Digital Health (Jul 2024)

A 10-year retrospective cohort of diabetic patients in a large medical institution: Utilizing multiple machine learning models for diabetic kidney disease prediction

  • Guangpu Li,
  • Jia Li,
  • Fei Tian,
  • Jingjing Ren,
  • Zuishuang Guo,
  • Shaokang Pan,
  • Dongwei Liu,
  • Jiayu Duan,
  • Zhangsuo Liu

DOI
https://doi.org/10.1177/20552076241265220
Journal volume & issue
Vol. 10

Abstract

Read online

Objective As the prevalence of diabetes steadily increases, the burden of diabetic kidney disease (DKD) is also intensifying. In response, we have utilized a 10-year diabetes cohort from our medical center to train machine learning-based models for predicting DKD and interpreting relevant factors. Methods Employing a large dataset from 73,101 hospitalized type 2 diabetes patients at The First Affiliated Hospital of Zhengzhou University, we analyzed demographic and medication data.

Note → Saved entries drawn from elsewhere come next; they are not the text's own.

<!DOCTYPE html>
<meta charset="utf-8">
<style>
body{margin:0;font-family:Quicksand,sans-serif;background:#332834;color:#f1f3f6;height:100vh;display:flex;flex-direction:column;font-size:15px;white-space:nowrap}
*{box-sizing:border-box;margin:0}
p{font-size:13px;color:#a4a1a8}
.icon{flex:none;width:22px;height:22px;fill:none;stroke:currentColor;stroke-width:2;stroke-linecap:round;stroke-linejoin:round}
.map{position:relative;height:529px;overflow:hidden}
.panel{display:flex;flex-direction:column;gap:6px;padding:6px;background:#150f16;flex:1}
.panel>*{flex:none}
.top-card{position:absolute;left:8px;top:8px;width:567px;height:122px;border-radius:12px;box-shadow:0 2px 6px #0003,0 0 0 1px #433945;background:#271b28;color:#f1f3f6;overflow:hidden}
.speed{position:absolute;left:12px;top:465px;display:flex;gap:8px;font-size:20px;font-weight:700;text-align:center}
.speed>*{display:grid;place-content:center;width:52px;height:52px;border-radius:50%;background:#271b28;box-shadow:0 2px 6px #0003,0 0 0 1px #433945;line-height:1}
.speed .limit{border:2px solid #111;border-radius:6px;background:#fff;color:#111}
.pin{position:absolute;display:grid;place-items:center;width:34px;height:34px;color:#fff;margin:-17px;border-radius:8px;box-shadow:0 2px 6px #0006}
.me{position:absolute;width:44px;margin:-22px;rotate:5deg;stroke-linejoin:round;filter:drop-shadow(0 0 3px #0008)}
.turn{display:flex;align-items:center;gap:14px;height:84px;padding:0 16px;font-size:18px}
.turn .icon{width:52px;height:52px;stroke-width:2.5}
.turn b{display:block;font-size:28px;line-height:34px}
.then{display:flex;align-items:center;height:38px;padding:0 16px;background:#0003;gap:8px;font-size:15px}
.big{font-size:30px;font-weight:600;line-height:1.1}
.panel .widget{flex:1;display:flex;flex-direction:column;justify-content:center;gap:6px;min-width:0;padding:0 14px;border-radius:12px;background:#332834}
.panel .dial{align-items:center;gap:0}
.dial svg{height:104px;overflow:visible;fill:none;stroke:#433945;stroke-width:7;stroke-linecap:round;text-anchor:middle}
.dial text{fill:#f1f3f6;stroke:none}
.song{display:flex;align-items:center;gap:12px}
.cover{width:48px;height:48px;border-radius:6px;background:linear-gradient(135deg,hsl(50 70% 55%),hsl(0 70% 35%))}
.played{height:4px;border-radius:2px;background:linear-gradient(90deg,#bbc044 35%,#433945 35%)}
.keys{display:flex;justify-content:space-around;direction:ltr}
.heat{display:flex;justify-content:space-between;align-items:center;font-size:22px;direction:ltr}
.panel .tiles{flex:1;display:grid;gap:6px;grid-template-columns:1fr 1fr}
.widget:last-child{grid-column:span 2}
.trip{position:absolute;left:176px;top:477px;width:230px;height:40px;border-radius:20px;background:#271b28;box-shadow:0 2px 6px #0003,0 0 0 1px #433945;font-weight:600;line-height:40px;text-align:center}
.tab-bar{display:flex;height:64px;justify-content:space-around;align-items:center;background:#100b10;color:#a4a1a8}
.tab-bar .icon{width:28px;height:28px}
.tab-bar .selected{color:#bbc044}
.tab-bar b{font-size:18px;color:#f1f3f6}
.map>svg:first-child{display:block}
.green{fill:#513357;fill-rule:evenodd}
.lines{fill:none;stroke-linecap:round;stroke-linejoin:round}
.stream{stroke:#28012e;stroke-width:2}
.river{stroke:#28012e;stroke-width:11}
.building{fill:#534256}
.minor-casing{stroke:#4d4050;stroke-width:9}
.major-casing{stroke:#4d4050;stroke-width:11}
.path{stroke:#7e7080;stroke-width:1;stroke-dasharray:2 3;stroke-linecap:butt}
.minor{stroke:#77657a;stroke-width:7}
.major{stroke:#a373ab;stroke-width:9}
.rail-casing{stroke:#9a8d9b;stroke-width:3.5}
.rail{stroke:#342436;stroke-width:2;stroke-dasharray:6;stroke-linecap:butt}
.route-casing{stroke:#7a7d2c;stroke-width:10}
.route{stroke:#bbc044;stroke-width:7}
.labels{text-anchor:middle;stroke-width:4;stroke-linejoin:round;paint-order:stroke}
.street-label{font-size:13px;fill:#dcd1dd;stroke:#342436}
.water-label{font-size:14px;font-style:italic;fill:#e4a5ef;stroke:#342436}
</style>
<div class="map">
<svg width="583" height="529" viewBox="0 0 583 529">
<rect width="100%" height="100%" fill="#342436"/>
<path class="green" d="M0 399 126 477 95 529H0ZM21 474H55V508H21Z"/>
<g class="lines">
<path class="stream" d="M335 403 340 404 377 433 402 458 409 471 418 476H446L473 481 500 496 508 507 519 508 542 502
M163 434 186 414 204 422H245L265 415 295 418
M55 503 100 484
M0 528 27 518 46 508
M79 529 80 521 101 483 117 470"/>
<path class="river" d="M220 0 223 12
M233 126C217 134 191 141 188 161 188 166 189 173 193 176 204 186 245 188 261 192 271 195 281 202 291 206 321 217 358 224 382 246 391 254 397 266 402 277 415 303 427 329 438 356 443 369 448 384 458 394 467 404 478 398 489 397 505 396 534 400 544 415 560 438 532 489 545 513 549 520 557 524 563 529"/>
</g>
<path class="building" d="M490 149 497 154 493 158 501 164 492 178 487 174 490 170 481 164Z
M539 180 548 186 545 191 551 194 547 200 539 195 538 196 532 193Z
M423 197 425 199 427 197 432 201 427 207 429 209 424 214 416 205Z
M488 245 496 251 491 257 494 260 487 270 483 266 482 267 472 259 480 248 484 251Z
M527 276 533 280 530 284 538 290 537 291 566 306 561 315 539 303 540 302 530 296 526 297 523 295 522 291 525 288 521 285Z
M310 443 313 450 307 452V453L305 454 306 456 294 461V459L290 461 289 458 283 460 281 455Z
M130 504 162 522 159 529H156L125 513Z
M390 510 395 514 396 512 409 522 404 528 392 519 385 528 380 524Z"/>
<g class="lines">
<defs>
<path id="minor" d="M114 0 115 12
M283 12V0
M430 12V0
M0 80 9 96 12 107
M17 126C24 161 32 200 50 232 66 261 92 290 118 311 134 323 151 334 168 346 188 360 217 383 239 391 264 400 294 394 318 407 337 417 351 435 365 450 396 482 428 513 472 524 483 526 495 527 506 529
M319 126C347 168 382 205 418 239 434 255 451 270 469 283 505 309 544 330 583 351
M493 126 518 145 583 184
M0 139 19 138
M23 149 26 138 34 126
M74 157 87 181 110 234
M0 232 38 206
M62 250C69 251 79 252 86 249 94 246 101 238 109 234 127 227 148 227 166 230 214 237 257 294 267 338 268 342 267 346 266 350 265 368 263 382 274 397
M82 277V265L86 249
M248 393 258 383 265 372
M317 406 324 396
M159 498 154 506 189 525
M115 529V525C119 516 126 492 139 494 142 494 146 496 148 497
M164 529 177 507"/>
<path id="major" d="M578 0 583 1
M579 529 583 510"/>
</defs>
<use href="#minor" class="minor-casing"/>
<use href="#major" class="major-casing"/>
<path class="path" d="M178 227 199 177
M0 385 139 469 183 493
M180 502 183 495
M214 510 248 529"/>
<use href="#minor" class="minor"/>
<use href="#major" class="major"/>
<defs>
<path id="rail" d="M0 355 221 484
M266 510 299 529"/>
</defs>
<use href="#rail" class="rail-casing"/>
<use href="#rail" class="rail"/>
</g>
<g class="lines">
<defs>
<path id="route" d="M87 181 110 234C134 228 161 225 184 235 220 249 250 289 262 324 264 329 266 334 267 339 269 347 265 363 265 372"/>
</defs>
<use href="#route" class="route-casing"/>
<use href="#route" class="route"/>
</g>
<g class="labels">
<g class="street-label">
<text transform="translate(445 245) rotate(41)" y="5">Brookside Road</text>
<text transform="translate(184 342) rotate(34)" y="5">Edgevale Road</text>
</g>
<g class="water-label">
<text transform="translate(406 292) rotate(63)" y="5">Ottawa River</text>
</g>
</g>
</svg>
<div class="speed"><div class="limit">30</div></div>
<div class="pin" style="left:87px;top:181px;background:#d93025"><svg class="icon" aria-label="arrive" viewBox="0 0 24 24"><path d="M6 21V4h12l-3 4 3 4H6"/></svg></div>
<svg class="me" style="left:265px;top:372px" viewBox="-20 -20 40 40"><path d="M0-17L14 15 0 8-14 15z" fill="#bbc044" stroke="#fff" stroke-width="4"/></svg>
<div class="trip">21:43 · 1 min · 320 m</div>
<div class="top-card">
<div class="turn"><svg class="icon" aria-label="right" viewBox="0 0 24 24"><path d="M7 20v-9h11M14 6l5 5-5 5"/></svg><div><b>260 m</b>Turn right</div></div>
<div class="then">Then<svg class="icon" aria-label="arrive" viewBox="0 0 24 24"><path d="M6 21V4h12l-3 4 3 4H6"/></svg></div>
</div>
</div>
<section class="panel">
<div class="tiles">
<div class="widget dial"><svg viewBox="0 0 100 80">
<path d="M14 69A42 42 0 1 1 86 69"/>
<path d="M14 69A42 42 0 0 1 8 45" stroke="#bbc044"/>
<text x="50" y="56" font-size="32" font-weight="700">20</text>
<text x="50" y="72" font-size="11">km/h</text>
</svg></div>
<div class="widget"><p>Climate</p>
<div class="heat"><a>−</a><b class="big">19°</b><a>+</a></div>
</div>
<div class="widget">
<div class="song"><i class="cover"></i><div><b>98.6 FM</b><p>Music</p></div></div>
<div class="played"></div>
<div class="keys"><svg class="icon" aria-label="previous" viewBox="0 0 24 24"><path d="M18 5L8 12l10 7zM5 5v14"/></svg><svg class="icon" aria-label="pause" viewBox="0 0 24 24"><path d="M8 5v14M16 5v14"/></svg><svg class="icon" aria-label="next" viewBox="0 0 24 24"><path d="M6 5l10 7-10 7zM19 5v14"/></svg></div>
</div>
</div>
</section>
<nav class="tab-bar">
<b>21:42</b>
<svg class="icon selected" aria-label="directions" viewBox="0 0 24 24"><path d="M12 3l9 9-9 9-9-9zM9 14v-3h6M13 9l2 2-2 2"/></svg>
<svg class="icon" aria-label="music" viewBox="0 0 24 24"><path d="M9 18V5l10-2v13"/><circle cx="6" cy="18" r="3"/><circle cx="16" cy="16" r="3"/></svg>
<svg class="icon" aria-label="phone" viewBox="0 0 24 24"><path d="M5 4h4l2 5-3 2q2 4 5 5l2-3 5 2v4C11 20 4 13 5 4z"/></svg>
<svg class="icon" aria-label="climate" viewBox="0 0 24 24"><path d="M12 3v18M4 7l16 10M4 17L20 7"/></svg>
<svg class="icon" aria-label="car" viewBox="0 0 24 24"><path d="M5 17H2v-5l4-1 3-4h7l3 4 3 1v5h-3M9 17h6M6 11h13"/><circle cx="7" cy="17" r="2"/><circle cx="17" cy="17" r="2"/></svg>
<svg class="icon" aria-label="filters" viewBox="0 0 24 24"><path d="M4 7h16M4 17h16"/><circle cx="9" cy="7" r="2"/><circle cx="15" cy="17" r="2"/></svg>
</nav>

Machine learning models, including XGBoost, CatBoost, LightGBM, Random Forest, AdaBoost, GBDT (gradient boosting decision tree), and SGD (stochastic gradient descent), were trained on these data, focusing on interpretability by SHAP. SHAP explains the output of the models by assigning an importance value to each feature for a particular prediction, enabling a clear understanding of how individual features influence the prediction outcomes. Results The XGBoost model achieved an area under the curve (AUC) of 0.95 and an area under the precision-recall curve (AUPR) of 0.76, while CatBoost recorded an AUC of 0.97 and an AUPR of 0.84. These results underscore the effectiveness of these models in predicting DKD in patients with type 2 diabetes. Conclusions This study provides a comprehensive approach for predicting DKD in patients with type 2 diabetes, employing machine learning techniques. The findings are crucial for the early detection and intervention of DKD, offering a roadmap for future research and healthcare strategies in diabetes management. Additionally, the presence of non-diabetic kidney diseases and diabetes with complications was identified as significant factors in the development of DKD.